■ Your objective ■
Every line that holds the word "service" needs to be copied from the data below.
START Data extract
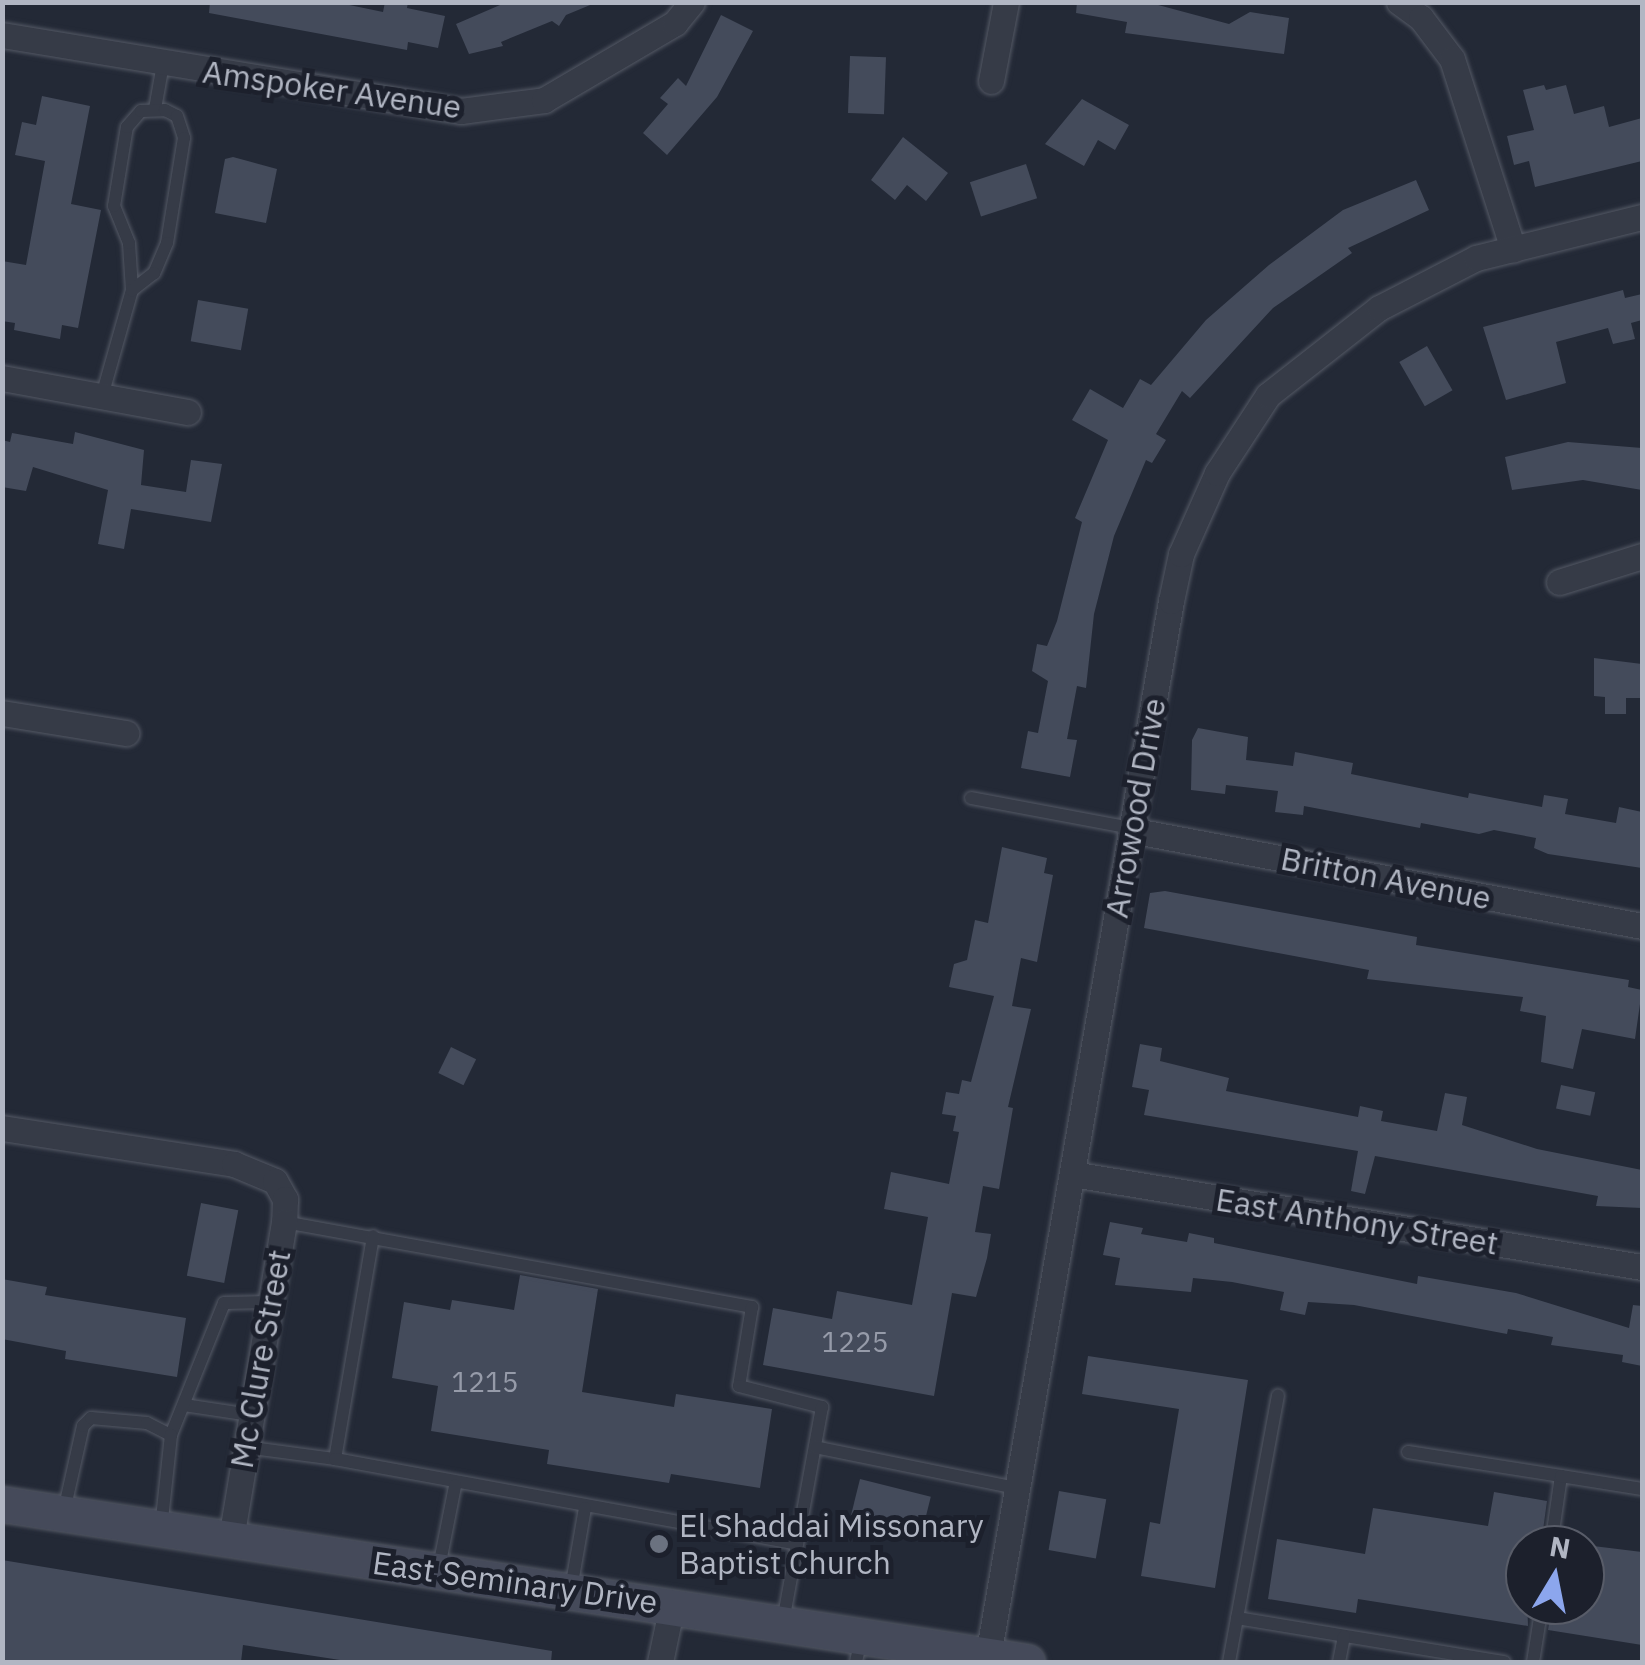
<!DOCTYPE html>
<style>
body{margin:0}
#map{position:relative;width:1645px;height:1665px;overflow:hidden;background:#232936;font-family:"IBM Plex Sans",sans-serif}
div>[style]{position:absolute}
.building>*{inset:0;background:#444b5b;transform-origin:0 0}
.roads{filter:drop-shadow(0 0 2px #545965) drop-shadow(0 0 2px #545965)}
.service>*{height:12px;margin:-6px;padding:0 6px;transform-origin:6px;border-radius:6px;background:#363b47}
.minor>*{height:25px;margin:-12.5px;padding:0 12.5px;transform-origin:12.5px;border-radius:12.5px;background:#363b47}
.secondary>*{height:35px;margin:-17.5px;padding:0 17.5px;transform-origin:17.5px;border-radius:17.5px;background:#454a5a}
.dots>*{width:28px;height:28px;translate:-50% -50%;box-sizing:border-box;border:5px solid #1c202c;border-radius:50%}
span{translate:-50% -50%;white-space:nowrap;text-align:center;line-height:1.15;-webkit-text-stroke:10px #1c202c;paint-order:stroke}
.number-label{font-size:28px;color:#969ba9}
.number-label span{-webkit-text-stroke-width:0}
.street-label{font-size:32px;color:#b1b6c3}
.poi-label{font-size:32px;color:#b1b6c3}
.left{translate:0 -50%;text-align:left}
.frame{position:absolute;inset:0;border:5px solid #b1b6c3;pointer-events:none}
.north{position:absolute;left:1505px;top:1525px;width:100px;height:100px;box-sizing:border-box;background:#1c202c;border:2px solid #585c68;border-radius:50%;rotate:10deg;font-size:28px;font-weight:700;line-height:40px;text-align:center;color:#b1b6c3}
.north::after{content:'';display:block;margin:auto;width:35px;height:45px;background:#8ca6ed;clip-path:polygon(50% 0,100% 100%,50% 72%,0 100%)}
</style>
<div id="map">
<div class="building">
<div style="clip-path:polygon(210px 2px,335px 2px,383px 12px,385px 2px,408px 2px,407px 8px,445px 16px,438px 48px,408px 42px,407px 50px,209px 13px)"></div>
<div style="clip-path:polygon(507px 2px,595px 2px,595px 3px,566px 15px,559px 26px,552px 21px,501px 42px,503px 46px,469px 54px,456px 24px)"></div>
<div style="clip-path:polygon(1077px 2px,1147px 2px,1229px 24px,1250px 12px,1289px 18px,1284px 54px,1125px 33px,1127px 22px,1076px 13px)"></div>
<div style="clip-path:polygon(721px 15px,753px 31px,717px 97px,667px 155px,643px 133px,668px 104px,660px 98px,678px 78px,686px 86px)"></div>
<div style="left:850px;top:56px;width:36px;height:57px;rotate:2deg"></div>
<div style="clip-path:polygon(1544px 85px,1546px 90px,1566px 85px,1574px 114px,1604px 106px,1609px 127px,1642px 118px,1642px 161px,1535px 187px,1529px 161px,1514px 165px,1507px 136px,1534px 130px,1523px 90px)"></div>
<div style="clip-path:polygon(42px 96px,90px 106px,71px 204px,101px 210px,78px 328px,62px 325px,60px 339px,14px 330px,15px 323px,2px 321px,2px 261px,26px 265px,45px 161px,15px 155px,22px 122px,36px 125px)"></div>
<div style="clip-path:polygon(1082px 99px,1129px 125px,1115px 150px,1098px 140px,1084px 166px,1045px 144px)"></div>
<div style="clip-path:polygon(903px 137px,948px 173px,926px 201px,907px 185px,895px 200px,871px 180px)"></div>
<div style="clip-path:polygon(233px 157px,277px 169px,266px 223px,215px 213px,225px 159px)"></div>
<div style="left:1026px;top:164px;width:36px;height:59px;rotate:72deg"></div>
<div style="clip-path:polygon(1416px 180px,1429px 210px,1348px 248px,1352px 253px,1273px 308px,1190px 398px,1182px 391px,1156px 434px,1166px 440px,1152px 463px,1146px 460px,1114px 536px,1094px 614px,1086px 688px,1077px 686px,1067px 739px,1077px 740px,1070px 777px,1021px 768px,1028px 731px,1038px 733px,1048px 681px,1032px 671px,1037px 644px,1047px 646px,1057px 621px,1082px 522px,1075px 518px,1108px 440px,1072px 420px,1090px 389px,1123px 408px,1140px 379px,1151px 385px,1206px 320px,1269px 265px,1343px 210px)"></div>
<div style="clip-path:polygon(1623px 290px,1625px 298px,1642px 294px,1642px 320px,1631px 323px,1635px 339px,1613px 344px,1608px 328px,1556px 342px,1566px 383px,1506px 400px,1483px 327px)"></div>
<div style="left:198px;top:300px;width:51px;height:42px;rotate:10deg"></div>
<div style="left:1427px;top:346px;width:51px;height:32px;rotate:60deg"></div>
<div style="clip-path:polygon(75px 432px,144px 450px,141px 485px,186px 492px,191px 460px,222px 464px,211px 522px,131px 509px,124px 549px,98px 544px,108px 490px,33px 467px,26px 491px,2px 487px,2px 440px,10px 442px,12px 433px,73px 444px)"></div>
<div style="clip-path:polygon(1568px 442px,1642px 448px,1642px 490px,1583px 480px,1512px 490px,1505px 457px)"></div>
<div style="clip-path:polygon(1594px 658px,1642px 664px,1642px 698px,1626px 698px,1626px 714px,1605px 714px,1605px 697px,1594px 696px)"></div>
<div style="clip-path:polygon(1198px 728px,1248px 737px,1246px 760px,1293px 766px,1295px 752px,1353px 763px,1351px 774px,1468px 798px,1469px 793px,1542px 807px,1544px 795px,1568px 799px,1565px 814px,1616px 823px,1619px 807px,1642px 812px,1642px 868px,1548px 854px,1534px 848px,1536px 838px,1494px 830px,1479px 834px,1421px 823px,1420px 828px,1304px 806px,1303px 815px,1275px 812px,1278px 791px,1226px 785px,1225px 794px,1191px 790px,1192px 740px)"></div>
<div style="clip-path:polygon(1002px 847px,1047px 858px,1044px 873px,1053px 875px,1037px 962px,1021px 958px,1012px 1006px,1031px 1009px,1008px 1107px,1013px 1108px,999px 1189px,983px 1186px,975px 1232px,991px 1234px,987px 1258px,976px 1297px,952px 1293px,934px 1396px,763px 1365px,773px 1308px,832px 1319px,837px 1291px,912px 1305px,928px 1217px,884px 1209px,891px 1172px,949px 1184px,959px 1132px,953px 1131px,956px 1116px,942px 1114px,946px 1092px,959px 1094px,962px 1080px,971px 1082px,994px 996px,949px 987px,954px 964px,967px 960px,975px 920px,988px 923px)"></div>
<div style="clip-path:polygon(1165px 891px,1417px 937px,1416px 945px,1629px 980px,1628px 987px,1642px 990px,1635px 1039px,1582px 1029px,1573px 1069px,1541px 1062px,1546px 1016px,1520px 1011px,1523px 997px,1367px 979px,1369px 970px,1144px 928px,1150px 893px)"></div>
<div style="clip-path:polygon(1140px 1044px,1162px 1048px,1160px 1061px,1229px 1078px,1226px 1091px,1358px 1117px,1360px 1106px,1383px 1111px,1381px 1121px,1437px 1131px,1445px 1093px,1467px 1097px,1462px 1125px,1537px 1149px,1642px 1170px,1642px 1208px,1596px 1206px,1598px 1196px,1375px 1156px,1365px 1194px,1351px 1191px,1358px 1151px,1144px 1115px,1149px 1090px,1132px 1087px)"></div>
<div style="left:451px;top:1047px;width:28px;height:29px;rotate:26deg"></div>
<div style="left:1561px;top:1085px;width:35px;height:24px;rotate:12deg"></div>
<div style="left:201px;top:1203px;width:38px;height:74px;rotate:11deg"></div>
<div style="clip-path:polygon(1110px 1222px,1143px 1228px,1141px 1234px,1187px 1242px,1189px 1233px,1214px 1238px,1214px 1243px,1417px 1284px,1418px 1276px,1516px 1293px,1629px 1328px,1633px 1305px,1642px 1306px,1642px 1366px,1622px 1362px,1623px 1355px,1551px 1345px,1553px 1337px,1508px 1329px,1507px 1334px,1354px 1305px,1308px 1302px,1305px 1315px,1280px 1310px,1284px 1292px,1232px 1282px,1193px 1278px,1191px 1292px,1115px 1285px,1120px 1258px,1103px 1255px)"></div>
<div style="clip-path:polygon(520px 1275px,598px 1289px,582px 1392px,674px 1407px,676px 1394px,772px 1409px,760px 1488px,671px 1474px,669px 1483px,547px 1464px,549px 1450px,431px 1431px,438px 1386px,392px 1378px,404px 1302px,450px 1310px,452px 1300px,514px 1310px)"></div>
<div style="clip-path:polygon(2px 1279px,47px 1287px,45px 1295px,186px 1318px,177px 1377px,65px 1359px,66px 1351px,2px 1339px)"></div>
<div style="clip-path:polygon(1088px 1356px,1248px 1380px,1215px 1588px,1141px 1576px,1150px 1522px,1160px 1524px,1179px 1409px,1082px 1394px)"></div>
<div style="left:860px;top:1479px;width:73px;height:37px;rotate:14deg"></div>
<div style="left:1059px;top:1491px;width:48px;height:60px;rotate:10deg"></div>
<div style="clip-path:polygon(1494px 1492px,1547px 1501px,1541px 1545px,1525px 1545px,1528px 1626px,1358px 1599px,1356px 1613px,1268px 1599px,1277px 1539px,1365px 1554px,1373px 1508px,1488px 1526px)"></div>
<div style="clip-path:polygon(1585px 1545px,1642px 1552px,1642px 1645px,1548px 1630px,1552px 1605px,1585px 1605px)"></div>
<div style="clip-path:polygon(2px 1560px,552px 1651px,551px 1662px,353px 1662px,243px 1645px,241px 1662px,2px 1662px)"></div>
</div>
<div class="roads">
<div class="service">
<div style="left:155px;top:109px;width:46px;rotate:-79.9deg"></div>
<div style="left:102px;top:396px;width:110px;rotate:-74.2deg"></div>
<div style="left:132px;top:290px;width:47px;rotate:-93.7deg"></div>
<div style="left:129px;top:243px;width:40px;rotate:-112deg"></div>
<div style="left:114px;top:206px;width:80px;rotate:-80.7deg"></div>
<div style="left:127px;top:127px;width:21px;rotate:-49deg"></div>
<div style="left:141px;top:111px;width:24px;rotate:-2deg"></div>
<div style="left:165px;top:110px;width:13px;rotate:27deg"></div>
<div style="left:177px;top:116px;width:23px;rotate:72deg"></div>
<div style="left:184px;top:138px;width:106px;rotate:99.2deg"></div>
<div style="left:167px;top:243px;width:33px;rotate:113deg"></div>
<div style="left:154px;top:273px;width:28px;rotate:142deg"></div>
<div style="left:971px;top:798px;width:163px;rotate:10.6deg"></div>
<div style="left:284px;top:1222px;width:476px;rotate:10.3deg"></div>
<div style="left:752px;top:1307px;width:80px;rotate:99.3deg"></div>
<div style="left:739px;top:1386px;width:86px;rotate:14.2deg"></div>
<div style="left:822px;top:1407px;width:218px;rotate:100.3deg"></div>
<div style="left:184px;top:1405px;width:67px;rotate:8.6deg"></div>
<div style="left:171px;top:1435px;width:142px;rotate:-68.1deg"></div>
<div style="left:224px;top:1303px;width:46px;rotate:-1.2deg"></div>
<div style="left:245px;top:1447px;width:91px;rotate:7.6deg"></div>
<div style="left:335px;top:1459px;width:226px;rotate:-80.3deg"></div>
<div style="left:815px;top:1447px;width:206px;rotate:11.5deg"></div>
<div style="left:1408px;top:1452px;width:155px;rotate:8.9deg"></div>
<div style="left:1561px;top:1476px;width:70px;rotate:98.2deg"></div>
<div style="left:335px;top:1459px;width:469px;rotate:10.4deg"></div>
<div style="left:1561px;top:1476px;width:82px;rotate:9.1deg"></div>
<div style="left:64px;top:1511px;width:87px;rotate:-77.4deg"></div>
<div style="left:83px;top:1426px;width:11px;rotate:-45deg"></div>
<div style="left:91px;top:1418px;width:56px;rotate:5.1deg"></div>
<div style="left:147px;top:1423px;width:27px;rotate:27deg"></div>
<div style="left:171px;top:1435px;width:94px;rotate:96.1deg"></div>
<div style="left:439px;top:1567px;width:83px;rotate:-78.8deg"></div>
<div style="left:571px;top:1589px;width:82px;rotate:-80.2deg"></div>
<div style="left:1237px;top:1618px;width:271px;rotate:9.4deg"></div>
<div style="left:856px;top:1662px;width:25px;rotate:-78deg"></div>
<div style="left:1229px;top:1662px;width:271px;rotate:-79.6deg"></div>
<div style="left:1339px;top:1662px;width:26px;rotate:-79deg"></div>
<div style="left:1533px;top:1662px;width:58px;rotate:-81deg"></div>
</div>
<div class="minor">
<div style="left:1399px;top:2px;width:27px;rotate:36deg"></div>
<div style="left:1421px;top:18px;width:51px;rotate:52.9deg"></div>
<div style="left:1452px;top:59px;width:200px;rotate:72.2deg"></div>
<div style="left:2px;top:35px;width:465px;rotate:9.4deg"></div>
<div style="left:461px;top:111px;width:84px;rotate:-7.5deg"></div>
<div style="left:544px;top:100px;width:152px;rotate:-30.4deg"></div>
<div style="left:675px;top:23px;width:27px;rotate:-51deg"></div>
<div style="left:991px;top:81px;width:80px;rotate:-79.2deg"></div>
<div style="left:2px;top:378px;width:189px;rotate:10.4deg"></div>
<div style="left:1559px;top:582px;width:87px;rotate:-17.4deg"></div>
<div style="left:2px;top:713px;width:126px;rotate:9.2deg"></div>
<div style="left:1130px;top:830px;width:521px;rotate:10.62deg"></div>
<div style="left:2px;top:1128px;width:235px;rotate:8.8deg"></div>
<div style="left:234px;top:1164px;width:44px;rotate:22.5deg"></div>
<div style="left:275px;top:1181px;width:21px;rotate:61deg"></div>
<div style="left:285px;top:1199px;width:23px;rotate:92deg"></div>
<div style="left:284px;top:1222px;width:321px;rotate:99.5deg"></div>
<div style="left:1072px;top:1174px;width:578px;rotate:9.27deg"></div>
<div style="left:988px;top:1656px;width:1071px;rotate:-80.16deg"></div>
<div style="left:1171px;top:601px;width:48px;rotate:-78deg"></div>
<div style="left:1181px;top:554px;width:89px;rotate:-66deg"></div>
<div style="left:1217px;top:473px;width:93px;rotate:-56.8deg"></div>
<div style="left:1268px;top:395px;width:141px;rotate:-38.1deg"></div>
<div style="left:1379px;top:308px;width:109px;rotate:-27.3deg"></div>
<div style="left:1476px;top:258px;width:171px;rotate:-13.9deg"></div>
<div style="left:660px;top:1662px;width:58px;rotate:-78.1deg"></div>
</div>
<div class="secondary">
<div style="left:2px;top:1504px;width:1037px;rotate:8.76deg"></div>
</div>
</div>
<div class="dots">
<div style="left:659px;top:1544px;background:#6b7280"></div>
</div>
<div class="number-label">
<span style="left:855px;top:1342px">1225</span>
<span style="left:485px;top:1382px">1215</span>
</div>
<div class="street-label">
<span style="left:332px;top:89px;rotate:8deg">Amspoker Avenue</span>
<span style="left:1135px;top:808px;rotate:-80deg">Arrowood Drive</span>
<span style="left:1386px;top:878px;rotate:11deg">Britton Avenue</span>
<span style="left:1357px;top:1221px;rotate:9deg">East Anthony Street</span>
<span style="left:260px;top:1359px;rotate:-80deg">Mc Clure Street</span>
<span style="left:515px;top:1582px;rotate:8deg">East Seminary Drive</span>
</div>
<div class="poi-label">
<span class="left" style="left:679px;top:1544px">El Shaddai Missonary<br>Baptist Church</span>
</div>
<div class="frame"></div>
<div class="north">N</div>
</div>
END Data extract
■ Solved problem ■
.service>*{height:12px;margin:-6px;padding:0 6px;transform-origin:6px;border-radius:6px;background:#363b47}
<div class="service">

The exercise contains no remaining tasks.